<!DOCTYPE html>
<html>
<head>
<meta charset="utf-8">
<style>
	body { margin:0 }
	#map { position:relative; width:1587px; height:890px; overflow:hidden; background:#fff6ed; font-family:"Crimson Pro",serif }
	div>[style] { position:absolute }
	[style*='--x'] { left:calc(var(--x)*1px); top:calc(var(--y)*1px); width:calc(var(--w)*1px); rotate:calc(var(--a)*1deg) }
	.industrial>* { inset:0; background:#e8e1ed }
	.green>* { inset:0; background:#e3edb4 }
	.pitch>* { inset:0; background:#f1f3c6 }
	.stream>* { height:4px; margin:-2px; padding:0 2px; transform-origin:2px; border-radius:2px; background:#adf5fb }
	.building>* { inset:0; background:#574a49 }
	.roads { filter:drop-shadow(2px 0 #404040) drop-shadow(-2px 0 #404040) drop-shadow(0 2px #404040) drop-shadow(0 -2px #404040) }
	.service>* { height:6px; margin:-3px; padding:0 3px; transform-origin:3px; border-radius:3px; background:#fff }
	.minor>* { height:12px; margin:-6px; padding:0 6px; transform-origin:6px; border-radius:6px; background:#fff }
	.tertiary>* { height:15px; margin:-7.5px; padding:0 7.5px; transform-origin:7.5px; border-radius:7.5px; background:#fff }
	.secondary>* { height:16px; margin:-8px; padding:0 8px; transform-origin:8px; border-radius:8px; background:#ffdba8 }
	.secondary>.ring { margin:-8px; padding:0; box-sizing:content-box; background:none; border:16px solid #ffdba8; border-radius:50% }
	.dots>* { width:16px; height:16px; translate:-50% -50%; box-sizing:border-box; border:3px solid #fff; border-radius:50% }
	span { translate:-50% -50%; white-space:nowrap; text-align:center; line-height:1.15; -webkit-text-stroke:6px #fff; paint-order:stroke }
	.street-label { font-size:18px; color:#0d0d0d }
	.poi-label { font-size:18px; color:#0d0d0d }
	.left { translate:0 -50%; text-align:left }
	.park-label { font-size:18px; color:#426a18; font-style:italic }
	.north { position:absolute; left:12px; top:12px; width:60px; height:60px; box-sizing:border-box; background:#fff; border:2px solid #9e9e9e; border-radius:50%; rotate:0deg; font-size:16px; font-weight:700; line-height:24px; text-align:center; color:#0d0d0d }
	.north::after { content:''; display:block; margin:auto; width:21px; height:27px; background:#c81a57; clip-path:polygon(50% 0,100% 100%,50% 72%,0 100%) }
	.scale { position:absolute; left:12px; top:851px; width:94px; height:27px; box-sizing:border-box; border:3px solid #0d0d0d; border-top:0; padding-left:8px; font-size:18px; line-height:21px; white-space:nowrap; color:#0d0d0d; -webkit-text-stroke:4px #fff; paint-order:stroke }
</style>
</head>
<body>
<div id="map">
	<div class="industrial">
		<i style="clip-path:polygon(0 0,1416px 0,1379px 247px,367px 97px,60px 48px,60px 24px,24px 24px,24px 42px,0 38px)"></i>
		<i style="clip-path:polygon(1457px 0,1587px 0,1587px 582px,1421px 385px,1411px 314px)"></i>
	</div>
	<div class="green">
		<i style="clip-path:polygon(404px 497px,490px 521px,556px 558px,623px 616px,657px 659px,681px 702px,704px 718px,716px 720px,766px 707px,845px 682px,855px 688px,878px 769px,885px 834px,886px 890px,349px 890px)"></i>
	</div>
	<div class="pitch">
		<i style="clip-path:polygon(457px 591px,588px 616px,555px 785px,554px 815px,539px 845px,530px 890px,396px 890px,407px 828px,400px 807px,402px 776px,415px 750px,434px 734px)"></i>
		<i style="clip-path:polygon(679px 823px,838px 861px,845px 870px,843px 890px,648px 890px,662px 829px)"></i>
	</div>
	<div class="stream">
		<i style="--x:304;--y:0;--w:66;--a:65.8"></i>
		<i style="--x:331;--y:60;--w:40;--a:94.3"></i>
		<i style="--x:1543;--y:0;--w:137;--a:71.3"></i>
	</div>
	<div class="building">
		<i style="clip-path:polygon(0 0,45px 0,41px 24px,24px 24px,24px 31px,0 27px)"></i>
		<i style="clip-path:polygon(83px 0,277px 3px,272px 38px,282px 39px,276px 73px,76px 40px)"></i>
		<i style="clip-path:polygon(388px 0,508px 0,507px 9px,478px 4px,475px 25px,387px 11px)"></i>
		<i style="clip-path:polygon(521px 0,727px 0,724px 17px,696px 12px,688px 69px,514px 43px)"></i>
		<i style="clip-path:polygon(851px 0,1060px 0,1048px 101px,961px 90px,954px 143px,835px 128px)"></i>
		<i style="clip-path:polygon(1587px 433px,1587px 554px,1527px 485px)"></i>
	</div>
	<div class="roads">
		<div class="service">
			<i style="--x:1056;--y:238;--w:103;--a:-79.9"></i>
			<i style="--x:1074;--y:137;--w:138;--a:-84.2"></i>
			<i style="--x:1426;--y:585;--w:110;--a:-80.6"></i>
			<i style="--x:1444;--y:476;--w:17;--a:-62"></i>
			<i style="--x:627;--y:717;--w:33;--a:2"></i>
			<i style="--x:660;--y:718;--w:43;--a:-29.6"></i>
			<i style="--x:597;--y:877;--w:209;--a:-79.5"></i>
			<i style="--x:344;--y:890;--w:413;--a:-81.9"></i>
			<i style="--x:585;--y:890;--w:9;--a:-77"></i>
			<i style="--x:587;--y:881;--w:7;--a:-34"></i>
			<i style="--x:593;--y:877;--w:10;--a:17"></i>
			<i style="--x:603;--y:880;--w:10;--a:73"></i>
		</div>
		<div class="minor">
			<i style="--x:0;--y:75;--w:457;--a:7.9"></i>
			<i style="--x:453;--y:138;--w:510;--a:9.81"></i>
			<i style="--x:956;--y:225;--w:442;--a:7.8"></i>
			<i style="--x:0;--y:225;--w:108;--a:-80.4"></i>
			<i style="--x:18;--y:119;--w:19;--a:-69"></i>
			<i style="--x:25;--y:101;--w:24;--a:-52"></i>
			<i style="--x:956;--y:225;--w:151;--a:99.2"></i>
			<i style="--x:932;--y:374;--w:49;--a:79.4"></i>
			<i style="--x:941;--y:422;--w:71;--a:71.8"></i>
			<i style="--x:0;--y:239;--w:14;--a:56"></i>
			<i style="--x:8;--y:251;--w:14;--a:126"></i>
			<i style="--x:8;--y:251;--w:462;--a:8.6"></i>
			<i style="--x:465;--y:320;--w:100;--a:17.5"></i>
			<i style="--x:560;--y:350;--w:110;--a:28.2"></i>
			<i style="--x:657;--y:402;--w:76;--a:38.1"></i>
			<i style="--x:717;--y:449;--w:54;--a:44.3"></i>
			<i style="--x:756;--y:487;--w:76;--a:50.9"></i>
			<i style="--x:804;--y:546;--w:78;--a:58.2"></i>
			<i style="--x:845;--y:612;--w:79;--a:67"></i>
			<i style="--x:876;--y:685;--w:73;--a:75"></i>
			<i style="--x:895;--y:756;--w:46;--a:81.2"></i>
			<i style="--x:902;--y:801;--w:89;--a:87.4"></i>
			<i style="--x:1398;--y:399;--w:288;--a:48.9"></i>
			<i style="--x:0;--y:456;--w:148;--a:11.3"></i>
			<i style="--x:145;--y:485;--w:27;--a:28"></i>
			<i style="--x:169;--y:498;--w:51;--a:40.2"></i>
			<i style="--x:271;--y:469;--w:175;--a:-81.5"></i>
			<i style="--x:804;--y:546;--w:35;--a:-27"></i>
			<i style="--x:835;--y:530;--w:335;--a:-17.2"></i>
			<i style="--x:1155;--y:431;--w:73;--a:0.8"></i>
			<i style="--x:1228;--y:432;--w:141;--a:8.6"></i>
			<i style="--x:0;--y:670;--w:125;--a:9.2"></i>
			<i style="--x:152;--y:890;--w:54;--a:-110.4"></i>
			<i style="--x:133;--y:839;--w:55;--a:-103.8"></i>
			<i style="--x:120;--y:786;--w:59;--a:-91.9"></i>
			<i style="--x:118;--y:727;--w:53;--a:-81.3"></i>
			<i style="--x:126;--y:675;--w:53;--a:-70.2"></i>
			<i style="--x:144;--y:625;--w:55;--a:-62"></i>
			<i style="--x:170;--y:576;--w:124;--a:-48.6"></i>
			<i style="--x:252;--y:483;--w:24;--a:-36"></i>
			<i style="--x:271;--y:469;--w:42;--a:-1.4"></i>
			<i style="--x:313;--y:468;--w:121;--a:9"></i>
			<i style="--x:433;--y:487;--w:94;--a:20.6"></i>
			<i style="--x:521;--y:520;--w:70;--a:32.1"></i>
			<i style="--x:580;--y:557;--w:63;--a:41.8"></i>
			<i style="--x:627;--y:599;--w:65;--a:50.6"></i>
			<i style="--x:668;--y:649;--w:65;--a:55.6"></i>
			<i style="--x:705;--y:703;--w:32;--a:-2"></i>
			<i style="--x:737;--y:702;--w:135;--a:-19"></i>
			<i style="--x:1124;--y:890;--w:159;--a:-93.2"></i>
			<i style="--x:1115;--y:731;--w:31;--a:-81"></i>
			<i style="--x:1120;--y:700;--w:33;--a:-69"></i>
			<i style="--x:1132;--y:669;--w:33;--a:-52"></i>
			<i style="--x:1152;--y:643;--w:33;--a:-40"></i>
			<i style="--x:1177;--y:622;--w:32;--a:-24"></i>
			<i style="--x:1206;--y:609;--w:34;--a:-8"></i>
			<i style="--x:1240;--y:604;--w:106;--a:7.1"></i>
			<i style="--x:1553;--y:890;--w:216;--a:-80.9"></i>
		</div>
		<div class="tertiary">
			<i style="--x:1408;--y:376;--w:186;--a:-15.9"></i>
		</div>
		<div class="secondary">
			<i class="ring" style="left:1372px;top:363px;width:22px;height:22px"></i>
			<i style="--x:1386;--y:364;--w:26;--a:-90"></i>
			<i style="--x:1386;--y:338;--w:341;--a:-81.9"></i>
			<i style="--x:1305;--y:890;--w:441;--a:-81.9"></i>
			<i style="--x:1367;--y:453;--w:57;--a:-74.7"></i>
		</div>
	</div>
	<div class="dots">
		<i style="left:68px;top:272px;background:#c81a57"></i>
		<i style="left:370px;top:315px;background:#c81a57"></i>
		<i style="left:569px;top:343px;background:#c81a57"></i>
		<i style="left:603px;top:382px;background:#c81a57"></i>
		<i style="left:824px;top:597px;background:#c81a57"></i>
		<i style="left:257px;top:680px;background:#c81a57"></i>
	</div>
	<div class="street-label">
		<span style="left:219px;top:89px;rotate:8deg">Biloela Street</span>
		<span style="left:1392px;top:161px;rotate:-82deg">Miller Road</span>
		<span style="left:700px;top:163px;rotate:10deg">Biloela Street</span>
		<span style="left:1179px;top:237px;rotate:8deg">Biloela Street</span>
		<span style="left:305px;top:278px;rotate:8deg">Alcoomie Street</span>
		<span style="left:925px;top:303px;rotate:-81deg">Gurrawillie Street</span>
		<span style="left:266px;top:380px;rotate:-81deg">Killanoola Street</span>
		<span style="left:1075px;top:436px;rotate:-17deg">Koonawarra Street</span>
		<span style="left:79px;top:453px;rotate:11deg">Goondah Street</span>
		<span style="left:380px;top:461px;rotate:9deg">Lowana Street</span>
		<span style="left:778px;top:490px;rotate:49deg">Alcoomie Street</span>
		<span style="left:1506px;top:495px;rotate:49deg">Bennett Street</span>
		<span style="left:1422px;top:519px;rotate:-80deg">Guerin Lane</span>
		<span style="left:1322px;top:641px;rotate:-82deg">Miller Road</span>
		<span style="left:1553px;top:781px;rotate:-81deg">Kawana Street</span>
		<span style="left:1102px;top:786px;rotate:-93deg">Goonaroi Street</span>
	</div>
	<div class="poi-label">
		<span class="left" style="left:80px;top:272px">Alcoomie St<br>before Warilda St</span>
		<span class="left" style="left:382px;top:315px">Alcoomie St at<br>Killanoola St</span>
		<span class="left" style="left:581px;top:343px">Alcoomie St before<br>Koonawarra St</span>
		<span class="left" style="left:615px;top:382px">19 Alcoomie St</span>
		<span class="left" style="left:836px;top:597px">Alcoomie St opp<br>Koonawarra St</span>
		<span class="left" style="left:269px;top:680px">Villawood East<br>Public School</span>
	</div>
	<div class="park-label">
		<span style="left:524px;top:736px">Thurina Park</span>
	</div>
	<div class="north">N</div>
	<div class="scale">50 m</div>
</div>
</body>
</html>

++++

_What is required_: Go through the records and report each line that contains "service".

_Answer for this exercise_:
	.service>* { height:6px; margin:-3px; padding:0 3px; transform-origin:3px; border-radius:3px; background:#fff }
		<div class="service">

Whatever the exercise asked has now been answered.